[Collected data entries]
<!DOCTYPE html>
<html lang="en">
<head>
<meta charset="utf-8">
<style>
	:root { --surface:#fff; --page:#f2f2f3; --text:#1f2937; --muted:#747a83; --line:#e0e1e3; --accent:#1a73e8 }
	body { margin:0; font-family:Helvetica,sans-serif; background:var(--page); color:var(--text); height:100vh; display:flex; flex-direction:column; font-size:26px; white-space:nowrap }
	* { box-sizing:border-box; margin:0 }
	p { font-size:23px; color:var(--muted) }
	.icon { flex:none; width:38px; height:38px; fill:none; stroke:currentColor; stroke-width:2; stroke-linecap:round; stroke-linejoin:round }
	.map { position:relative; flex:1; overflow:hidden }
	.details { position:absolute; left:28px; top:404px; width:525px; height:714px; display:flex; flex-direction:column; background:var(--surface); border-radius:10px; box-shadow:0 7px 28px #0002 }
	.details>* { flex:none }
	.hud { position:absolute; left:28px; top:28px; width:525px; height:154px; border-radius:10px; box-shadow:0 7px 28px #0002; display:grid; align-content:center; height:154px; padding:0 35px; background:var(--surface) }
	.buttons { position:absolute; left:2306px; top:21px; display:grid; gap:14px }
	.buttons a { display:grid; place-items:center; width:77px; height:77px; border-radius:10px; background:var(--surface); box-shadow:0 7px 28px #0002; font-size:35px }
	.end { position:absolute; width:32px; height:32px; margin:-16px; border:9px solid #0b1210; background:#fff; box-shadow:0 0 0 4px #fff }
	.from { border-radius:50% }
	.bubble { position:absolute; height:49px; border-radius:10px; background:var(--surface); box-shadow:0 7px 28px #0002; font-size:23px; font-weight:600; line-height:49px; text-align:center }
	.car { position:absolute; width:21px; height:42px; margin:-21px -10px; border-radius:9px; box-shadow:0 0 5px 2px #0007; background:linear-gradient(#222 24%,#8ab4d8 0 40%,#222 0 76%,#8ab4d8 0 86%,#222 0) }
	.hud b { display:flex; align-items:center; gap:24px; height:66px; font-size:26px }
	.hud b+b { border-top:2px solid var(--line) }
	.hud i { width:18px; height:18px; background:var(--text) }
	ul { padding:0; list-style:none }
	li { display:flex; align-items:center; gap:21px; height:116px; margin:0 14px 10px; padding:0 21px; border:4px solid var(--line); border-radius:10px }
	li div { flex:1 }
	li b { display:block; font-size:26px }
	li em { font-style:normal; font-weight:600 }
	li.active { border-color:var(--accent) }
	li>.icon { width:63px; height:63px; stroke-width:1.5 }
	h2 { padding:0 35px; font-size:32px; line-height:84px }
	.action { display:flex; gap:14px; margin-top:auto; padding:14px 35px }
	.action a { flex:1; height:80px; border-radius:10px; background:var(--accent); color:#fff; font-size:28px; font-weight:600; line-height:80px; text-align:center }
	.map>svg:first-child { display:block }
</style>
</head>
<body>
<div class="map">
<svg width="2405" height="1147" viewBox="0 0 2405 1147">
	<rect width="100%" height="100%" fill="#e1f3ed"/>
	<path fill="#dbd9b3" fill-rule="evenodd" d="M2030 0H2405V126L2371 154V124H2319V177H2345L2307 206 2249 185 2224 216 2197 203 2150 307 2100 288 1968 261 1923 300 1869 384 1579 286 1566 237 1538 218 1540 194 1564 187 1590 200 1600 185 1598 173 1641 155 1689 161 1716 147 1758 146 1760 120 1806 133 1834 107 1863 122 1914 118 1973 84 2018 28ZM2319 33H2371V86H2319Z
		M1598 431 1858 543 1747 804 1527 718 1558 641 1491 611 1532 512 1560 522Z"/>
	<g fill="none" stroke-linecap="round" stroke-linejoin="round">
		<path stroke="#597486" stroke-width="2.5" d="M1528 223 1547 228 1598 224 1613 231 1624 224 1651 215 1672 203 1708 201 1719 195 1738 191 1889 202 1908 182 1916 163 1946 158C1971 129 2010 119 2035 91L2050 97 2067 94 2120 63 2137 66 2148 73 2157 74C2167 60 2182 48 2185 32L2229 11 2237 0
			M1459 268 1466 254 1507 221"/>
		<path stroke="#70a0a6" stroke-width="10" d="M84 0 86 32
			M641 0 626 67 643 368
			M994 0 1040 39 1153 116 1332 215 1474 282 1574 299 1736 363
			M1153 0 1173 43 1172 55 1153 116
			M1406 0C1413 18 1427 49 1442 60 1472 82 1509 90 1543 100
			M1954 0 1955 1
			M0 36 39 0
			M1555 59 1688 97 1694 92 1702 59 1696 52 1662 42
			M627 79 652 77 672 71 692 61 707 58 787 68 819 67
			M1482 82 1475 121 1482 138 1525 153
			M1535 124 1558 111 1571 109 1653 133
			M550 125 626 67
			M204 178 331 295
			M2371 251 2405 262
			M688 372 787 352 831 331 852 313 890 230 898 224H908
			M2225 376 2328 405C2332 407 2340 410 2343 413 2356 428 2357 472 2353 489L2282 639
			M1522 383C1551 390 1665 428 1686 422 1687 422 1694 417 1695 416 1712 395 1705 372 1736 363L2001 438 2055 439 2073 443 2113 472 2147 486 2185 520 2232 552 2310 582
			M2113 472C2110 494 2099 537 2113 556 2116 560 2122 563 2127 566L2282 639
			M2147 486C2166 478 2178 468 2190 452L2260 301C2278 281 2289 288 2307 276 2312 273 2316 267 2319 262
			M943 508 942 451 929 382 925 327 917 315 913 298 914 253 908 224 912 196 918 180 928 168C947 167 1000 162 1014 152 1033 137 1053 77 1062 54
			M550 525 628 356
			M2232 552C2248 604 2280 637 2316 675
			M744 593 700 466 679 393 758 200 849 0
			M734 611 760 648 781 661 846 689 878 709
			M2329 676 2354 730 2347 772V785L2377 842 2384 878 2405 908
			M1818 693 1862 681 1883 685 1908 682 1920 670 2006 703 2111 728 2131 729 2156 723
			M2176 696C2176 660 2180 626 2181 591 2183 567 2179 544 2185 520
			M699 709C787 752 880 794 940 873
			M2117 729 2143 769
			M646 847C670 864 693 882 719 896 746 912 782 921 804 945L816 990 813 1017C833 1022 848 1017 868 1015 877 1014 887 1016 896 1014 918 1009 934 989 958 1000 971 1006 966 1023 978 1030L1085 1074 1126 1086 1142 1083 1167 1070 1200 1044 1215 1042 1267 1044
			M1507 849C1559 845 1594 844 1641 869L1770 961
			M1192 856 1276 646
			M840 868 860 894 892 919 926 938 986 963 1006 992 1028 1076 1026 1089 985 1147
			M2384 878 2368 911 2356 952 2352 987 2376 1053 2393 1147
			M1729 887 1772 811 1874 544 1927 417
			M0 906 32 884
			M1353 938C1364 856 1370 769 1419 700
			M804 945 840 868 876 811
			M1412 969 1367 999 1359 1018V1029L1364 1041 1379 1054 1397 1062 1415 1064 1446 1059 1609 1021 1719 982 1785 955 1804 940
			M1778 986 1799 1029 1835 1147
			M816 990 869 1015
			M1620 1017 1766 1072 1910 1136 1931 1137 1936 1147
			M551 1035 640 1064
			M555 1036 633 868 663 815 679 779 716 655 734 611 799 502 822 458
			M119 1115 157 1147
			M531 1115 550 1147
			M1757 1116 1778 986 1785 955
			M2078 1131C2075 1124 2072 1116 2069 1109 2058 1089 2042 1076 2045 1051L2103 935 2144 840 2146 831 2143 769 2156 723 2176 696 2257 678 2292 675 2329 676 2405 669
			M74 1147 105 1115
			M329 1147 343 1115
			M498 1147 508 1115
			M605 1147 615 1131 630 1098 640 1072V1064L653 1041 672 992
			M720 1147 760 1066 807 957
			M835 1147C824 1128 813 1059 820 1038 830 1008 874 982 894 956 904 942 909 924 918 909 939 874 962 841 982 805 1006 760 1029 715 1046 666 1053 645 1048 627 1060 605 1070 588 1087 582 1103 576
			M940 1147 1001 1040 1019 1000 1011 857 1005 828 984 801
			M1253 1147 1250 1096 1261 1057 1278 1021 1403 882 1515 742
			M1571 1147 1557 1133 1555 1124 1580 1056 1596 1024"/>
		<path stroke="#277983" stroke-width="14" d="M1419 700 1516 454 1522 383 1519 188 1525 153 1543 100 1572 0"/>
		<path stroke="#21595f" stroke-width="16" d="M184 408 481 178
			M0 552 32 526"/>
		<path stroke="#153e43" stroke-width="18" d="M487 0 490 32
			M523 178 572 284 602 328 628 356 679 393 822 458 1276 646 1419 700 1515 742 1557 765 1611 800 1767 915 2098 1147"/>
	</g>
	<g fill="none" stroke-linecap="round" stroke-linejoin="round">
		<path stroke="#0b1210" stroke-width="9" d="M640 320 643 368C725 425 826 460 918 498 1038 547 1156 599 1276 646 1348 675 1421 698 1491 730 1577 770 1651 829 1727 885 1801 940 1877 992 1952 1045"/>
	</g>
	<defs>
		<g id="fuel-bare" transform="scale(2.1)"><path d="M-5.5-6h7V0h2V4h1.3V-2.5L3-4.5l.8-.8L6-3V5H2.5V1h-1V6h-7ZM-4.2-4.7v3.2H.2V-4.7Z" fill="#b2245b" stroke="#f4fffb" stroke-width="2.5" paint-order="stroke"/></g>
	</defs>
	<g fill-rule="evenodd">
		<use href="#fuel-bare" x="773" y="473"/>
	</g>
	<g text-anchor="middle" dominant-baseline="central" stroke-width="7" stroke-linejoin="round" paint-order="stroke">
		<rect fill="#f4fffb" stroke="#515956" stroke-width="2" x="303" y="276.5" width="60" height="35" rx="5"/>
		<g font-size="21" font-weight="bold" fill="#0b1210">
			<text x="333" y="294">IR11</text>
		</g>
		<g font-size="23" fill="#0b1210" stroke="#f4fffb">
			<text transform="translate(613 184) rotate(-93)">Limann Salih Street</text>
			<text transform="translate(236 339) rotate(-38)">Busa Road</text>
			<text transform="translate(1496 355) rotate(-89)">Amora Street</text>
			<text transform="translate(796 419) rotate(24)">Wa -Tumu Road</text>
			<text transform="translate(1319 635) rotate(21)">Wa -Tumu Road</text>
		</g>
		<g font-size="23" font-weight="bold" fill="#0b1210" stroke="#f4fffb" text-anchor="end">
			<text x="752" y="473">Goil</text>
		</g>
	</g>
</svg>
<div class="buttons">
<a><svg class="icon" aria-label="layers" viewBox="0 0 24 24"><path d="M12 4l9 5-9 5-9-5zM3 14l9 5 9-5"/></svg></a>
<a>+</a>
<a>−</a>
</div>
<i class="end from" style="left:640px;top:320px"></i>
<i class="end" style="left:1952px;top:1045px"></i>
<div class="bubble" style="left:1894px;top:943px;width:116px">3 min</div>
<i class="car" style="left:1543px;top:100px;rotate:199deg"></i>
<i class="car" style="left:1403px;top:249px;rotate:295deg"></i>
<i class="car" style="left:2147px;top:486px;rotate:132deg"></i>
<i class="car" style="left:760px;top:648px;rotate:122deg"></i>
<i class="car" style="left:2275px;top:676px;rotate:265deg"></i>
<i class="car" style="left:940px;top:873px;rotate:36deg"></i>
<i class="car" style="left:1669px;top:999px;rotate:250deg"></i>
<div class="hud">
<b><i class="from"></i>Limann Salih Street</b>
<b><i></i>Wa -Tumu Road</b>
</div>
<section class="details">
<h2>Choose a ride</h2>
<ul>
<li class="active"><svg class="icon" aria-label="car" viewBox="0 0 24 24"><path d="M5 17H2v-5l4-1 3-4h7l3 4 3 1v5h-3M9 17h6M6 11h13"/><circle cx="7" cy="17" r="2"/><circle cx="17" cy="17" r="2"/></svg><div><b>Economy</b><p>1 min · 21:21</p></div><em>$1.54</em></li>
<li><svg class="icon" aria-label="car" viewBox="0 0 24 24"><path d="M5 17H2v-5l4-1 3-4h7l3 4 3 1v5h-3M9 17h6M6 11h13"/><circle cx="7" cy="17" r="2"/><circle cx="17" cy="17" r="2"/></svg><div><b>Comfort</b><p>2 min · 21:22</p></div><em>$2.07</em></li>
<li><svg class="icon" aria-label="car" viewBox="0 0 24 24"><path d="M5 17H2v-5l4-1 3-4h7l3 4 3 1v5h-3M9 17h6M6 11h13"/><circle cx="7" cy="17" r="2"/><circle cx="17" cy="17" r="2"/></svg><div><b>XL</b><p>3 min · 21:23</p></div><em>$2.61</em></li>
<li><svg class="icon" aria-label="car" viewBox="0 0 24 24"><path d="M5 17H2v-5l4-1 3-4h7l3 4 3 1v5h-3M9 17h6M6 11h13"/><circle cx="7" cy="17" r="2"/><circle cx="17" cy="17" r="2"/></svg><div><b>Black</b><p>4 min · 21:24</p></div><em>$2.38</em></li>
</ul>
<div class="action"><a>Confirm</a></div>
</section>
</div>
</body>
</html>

▶ Task directions: Write the opening line of the data above and every line after it, exactly, stopping once you have written the line with "background:var(--page); color:var(--text); height:100vh;".

▶ Response area:
<!DOCTYPE html>
<html lang="en">
<head>
<meta charset="utf-8">
<style>
	:root { --surface:#fff; --page:#f2f2f3; --text:#1f2937; --muted:#747a83; --line:#e0e1e3; --accent:#1a73e8 }
	body { margin:0; font-family:Helvetica,sans-serif; background:var(--page); color:var(--text); height:100vh; display:flex; flex-direction:column; font-size:26px; white-space:nowrap }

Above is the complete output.